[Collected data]
┄┄┄┄┄┄┄┄┄┄┄┄┄┄┄┄┄┄┄┄
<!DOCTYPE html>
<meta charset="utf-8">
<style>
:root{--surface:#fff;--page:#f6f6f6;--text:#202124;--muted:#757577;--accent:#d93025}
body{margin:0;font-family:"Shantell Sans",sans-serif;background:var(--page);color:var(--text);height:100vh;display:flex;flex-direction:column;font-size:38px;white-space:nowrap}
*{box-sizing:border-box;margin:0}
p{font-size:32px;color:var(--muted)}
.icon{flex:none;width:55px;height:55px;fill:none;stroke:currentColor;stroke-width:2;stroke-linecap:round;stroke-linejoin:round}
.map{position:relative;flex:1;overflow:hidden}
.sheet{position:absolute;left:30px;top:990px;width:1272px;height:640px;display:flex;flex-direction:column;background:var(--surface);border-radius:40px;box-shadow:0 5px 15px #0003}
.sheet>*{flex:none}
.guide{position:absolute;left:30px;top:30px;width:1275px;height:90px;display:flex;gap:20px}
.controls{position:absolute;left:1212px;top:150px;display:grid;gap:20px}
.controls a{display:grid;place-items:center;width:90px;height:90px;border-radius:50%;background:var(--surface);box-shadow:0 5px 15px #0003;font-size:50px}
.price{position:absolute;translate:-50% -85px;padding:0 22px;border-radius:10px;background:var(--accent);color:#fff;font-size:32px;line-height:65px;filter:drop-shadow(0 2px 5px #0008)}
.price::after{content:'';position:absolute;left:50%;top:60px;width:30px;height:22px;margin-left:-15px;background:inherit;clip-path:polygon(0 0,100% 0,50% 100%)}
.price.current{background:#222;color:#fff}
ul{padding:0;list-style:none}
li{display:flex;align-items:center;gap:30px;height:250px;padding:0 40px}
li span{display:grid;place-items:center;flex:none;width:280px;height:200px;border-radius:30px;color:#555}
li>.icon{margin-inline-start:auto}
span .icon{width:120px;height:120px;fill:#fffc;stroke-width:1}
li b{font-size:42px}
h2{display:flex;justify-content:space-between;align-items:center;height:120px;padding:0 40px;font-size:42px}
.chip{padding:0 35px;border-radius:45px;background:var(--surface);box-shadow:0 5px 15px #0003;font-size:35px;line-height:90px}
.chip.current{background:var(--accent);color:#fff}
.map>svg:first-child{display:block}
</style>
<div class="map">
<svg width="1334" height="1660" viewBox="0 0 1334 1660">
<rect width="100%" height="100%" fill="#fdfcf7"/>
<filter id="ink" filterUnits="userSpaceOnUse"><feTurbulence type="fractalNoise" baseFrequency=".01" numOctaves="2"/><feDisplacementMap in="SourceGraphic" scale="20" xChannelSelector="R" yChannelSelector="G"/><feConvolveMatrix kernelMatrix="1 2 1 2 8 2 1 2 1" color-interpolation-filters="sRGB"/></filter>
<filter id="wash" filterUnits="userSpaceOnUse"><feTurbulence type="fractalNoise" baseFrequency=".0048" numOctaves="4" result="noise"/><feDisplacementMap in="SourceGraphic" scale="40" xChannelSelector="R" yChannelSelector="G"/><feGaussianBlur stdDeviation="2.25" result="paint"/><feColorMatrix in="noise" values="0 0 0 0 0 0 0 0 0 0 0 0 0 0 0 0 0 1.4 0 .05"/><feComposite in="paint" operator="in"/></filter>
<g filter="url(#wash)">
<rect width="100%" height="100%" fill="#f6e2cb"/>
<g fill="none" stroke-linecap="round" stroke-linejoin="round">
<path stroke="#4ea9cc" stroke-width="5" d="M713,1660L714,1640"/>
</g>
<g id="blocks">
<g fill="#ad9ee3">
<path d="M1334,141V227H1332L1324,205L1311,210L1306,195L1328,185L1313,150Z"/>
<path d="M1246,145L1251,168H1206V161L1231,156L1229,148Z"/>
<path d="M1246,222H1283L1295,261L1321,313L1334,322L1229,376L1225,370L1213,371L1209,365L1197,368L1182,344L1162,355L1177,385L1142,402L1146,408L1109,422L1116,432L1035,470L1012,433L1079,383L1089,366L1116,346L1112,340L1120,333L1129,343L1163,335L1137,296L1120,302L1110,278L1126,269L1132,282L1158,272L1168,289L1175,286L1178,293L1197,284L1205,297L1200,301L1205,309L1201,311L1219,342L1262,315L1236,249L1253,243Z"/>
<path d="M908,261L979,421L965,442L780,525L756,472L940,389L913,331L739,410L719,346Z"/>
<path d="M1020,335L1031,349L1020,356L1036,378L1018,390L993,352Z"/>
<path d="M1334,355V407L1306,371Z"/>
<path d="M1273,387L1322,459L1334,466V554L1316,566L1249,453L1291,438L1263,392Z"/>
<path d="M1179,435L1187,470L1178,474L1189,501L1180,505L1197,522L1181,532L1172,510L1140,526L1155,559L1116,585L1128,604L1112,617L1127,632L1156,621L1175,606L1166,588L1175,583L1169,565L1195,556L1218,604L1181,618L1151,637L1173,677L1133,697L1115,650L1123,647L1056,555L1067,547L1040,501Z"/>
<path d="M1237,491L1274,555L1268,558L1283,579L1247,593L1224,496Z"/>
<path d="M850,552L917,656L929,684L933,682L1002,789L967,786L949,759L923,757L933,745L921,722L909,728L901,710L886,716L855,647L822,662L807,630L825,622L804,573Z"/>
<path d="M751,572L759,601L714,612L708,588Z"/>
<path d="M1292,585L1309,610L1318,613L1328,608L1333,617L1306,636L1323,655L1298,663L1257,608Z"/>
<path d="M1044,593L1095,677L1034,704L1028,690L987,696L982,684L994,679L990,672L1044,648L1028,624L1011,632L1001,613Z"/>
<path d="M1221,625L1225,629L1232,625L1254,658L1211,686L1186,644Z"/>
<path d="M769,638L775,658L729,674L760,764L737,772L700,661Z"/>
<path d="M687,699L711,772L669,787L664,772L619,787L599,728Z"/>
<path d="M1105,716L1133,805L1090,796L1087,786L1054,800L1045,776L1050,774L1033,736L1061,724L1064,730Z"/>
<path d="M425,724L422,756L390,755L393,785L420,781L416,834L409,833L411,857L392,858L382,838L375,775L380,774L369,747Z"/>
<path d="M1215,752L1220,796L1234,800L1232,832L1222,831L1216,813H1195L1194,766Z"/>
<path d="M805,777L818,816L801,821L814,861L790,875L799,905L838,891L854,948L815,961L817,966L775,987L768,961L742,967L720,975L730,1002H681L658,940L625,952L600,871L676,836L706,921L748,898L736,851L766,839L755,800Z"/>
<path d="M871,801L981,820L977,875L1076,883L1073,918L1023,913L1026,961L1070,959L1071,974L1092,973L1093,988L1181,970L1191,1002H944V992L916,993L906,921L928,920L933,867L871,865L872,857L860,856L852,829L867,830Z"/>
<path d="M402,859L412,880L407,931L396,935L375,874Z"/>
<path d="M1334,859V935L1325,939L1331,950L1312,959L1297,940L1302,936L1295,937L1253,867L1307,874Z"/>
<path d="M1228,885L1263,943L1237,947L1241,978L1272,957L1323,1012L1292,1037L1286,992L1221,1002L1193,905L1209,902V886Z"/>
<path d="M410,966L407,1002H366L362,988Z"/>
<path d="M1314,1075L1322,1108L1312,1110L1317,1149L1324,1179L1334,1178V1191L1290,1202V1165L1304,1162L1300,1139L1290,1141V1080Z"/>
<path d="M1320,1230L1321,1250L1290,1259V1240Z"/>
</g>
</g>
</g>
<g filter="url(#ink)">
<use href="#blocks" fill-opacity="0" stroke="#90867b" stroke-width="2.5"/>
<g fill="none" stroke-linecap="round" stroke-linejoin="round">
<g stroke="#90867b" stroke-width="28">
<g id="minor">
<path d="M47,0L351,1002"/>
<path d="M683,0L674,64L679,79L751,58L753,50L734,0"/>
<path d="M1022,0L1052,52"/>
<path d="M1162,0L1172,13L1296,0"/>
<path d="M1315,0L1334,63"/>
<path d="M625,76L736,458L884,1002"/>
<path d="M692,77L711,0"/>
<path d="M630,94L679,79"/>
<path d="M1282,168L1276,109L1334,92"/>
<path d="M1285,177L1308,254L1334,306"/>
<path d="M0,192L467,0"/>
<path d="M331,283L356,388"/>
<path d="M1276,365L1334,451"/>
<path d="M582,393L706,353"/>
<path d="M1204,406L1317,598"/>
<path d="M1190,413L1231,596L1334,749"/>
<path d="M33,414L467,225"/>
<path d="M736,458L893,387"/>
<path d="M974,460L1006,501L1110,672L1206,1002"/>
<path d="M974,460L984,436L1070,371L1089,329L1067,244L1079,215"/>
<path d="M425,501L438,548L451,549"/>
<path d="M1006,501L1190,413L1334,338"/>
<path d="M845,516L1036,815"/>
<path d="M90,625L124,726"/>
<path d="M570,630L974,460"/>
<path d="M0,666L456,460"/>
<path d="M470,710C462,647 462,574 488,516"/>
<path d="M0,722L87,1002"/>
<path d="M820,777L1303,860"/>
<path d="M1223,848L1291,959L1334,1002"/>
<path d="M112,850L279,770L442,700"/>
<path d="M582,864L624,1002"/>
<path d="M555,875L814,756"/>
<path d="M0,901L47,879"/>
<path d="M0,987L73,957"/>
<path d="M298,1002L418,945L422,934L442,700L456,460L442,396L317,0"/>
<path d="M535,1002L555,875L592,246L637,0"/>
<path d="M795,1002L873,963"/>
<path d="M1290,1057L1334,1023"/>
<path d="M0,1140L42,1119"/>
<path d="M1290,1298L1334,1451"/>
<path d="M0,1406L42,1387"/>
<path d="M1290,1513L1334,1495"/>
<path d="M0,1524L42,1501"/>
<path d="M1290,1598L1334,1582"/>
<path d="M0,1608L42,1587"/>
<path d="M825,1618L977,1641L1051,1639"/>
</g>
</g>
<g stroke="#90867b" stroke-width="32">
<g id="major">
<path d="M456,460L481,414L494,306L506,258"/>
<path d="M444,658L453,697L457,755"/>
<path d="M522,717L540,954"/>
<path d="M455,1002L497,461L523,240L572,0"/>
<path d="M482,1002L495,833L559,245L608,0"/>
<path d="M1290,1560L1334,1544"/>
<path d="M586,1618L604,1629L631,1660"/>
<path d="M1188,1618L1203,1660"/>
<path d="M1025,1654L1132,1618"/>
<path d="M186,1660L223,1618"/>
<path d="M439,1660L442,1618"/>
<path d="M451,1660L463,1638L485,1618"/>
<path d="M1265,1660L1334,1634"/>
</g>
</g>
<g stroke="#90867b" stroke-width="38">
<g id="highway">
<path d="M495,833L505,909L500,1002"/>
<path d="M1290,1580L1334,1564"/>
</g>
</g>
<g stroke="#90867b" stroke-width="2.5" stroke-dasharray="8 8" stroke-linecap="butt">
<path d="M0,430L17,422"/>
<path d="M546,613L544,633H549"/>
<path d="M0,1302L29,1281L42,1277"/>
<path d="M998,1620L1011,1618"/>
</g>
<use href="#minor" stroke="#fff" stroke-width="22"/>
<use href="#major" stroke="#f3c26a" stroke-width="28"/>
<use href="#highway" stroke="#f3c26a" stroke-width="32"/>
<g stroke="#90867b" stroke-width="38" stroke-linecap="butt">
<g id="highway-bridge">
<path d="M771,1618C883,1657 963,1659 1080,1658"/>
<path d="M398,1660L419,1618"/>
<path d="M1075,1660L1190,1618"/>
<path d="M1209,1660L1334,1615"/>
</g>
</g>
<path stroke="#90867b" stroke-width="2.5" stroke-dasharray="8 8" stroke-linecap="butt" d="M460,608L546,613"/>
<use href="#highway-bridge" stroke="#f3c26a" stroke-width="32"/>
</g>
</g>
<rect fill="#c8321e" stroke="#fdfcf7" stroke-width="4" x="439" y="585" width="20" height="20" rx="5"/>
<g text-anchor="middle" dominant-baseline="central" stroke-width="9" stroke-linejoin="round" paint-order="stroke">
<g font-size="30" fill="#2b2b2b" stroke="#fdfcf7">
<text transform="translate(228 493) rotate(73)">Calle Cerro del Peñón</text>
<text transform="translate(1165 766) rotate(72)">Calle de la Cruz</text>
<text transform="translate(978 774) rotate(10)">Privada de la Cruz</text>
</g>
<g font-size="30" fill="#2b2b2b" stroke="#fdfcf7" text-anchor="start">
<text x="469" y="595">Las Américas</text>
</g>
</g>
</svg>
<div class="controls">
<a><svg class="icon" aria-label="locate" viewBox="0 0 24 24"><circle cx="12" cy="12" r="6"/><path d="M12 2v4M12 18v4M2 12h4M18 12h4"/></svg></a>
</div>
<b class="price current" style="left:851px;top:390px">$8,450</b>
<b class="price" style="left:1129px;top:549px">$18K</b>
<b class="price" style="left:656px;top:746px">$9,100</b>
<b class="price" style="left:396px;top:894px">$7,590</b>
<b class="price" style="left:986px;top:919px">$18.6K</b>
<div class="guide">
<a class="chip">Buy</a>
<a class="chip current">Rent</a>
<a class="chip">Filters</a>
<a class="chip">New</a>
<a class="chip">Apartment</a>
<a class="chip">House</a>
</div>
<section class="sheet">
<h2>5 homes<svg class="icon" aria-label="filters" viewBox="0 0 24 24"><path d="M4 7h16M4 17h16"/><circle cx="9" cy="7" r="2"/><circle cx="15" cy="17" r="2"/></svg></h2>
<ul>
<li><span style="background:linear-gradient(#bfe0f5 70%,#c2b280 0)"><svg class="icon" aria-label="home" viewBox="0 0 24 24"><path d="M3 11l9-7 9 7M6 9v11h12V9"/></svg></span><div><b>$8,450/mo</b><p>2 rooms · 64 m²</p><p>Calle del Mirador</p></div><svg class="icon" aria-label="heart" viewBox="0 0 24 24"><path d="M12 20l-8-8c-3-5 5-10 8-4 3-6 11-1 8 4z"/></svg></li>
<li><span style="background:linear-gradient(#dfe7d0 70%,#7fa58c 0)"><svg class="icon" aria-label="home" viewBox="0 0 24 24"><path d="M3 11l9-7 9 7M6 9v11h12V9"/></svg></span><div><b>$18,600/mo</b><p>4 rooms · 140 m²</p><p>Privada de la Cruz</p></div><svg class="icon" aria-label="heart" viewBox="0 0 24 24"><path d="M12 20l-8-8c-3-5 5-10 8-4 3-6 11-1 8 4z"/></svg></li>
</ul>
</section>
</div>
┄┄┄┄┄┄┄┄┄┄┄┄┄┄┄┄┄┄┄┄
◆ Activity: Please return all lines above in which the string "controls" is found.

◆ Expected answer:
.controls{position:absolute;left:1212px;top:150px;display:grid;gap:20px}
.controls a{display:grid;place-items:center;width:90px;height:90px;border-radius:50%;background:var(--surface);box-shadow:0 5px 15px #0003;font-size:50px}
<div class="controls">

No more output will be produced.